Что, брат Гервасий? Думаешь, открылось что-то Соллию эдакое? Любовь ему завещана!
И вот является к своему наставнику – юный, ершистый, с упрямым огоньком, спрятанным на самом дне глаз – и, поглядывая исподлобья, заявляет, что уходит из Дома Близнецов.
– Моя работа закончена, – повторил Соллий. – Я перевел книгу, разобрал старые записи. Найденные иллюстрации окончательно избавили меня от последних сомнений. Труд завершен. Зачем ты удерживаешь меня здесь? Мир полон боли и страданий. Я нужен там, а не здесь, за крепкими и надежными стенами.
– Хорошо, – из последних сил сдержал праведный гнев брат Гервасий. – Объясни мне, брат мой Соллий, что ты будешь делать вне этих крепких и надежных стен, которые вдруг стали тебе постылы?
Соллий покраснел. Румянец пятнами выступил на его бледных щеках.
– Ты неправ! Никогда я не назову Дом Близнецов, который подобрал, вырастил, приютил меня, постылым! Это – мой родной дом, брат Гервасий, и уж кому, как не тебе, знать об этом!
– Ты вырос у меня на глазах, – сказал брат Гервасий. – Я знаю о той жизни, что бурлит за стенами нашего Дома, куда больше твоего. Поверь мне, Соллий! Тебе нечего делать там…
– Нам завещана любовь, – сказал Соллий тихо. – Не удерживай меня больше. Да, я знаю, как врачевать человеческие болезни. Знаю я и лекарство от хворей человеческой души, имя ей – любовь.
– А еще – милосердие, – добавил брат Гервасий и со вздохом опустился на скамью. – Но что ты будешь делать?
– Выслушай меня! – Соллий порывисто опустился на глинобитный пол у ног своего наставника. – Я прочел множество книг, я помогал тебе собирать целебные травы и приготавливать лечебные снадобья. Но сам я еще никого не вылечил. Я хочу попробовать помогать людям не словами, а вот этими руками! – Он вытянул вперед свои тонкие, не привыкшие к тяжелому физическому труду руки. – А излечивая недуги тела, я смогу разговаривать с людьми и постепенно открывать им свет любви и знания.
– Тяжела доля, которую ты себе избрал, брат Соллий, – сказал брат Гервасий. – Она не всякому под силу. Выдержишь ли?
– Другие выдерживали, – упрямо сказал брат Соллий.

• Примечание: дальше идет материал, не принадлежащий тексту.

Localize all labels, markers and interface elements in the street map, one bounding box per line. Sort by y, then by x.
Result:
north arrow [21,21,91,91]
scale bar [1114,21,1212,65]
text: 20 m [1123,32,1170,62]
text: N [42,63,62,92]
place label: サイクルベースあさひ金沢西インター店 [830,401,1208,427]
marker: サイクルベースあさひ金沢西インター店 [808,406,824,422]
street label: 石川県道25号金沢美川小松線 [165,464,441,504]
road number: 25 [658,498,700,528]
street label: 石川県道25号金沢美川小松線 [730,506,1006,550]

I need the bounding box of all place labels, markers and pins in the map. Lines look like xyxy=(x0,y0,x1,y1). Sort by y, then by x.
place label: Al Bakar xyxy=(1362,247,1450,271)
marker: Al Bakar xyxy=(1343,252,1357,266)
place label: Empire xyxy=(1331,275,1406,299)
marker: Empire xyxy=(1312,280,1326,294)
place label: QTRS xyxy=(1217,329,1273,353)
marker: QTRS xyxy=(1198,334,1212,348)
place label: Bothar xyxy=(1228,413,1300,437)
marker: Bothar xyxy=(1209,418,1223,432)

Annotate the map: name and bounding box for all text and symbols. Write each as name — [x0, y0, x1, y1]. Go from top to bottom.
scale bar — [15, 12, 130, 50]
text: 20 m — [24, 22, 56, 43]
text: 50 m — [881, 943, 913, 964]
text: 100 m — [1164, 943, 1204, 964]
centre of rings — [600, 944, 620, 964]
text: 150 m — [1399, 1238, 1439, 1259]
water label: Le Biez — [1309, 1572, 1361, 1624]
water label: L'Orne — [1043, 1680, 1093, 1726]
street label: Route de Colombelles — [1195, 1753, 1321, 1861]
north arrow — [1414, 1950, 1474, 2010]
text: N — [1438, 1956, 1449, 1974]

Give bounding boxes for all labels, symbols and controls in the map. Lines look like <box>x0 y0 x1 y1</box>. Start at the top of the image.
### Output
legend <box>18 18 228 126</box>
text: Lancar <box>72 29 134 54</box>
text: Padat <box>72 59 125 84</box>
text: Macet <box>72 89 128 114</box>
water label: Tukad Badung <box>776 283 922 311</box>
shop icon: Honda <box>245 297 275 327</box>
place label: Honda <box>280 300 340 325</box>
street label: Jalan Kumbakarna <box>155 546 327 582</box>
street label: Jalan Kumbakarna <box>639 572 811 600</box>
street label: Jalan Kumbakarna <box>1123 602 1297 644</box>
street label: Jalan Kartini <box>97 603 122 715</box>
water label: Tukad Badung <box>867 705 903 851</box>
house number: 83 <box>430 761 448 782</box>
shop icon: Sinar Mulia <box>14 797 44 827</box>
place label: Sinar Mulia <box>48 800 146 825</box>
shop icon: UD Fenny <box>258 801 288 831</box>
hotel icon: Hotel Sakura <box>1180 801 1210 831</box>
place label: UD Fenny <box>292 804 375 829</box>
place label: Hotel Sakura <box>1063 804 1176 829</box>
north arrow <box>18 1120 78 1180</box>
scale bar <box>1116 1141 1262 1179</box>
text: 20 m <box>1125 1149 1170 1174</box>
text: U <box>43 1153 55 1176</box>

– У тебя не будет ни крыши над головой, ни друга поблизости. И совета зачастую спросить будет не у кого.
– Везде живут люди. Как-нибудь сумею… Не пропаду.
***
В большом доме, который купил Салих – как он думал, для своей семьи – Алаха выбрала самые дальние покои. Выбросила оттуда всю мебель, какую нашла, даже кровать, а вместо этого положила несколько ковров, даже не потрудившись выколотить из них пыль. Никому – ни Одиерне, ни даже Фадарат – не позволяла входить в свои комнаты. И сама почти не покидала их.
Сидела одна, печалилась, дулась. Думала, должно быть, о чем-то.
Мысли эти были тяжелыми, болезненными. Иногда Алаха пела длинные, заунывные песни. Салиху случалось просиживать под запертой дверью, прислушиваясь к ее сильному голосу, которому было тесно в четырех стенах. Так и рвался он на волю, разлиться по просторам.
Девушка бродила по саду ночами. Ходила, как зверь в клетке, и звезды кружились у нее над головой.
Но она молчала. Ни разу с тех пор, как Салих поселил в доме свою мать, не заговорила со своим бывшим рабом.
И потому непросто было ему войти к ней в уединенные покои.
Дверь не была заперта. Алаха перестала закладывать засовы, когда убедилась в том, что никто не смеет покушаться на ее одиночество – добровольно избранный горький удел. Тем сильнее было ее удивление, когда Салих даже не вошел, ворвался к ней с горящим светильником в руке.
Алаха сидела на своих пыльных коврах, вертя в руках нитку гранатовых бус. При виде ночного посетителя она слегка привстала, и нитка неожиданно разорвалась. Крупные кроваво-красные бусины так и посыпались с дробным грохотом. Раскатились по всему полу. Салих бросился их собирать. Неверный свет в светильнике запрыгал по стенам. То и дело вспыхивали на полу, на ковре, по углам винные огоньки – отсвет пламени на бусинах.
Алаха наклонилась – поднять одну, и руки ее столкнулись с руками Салиха.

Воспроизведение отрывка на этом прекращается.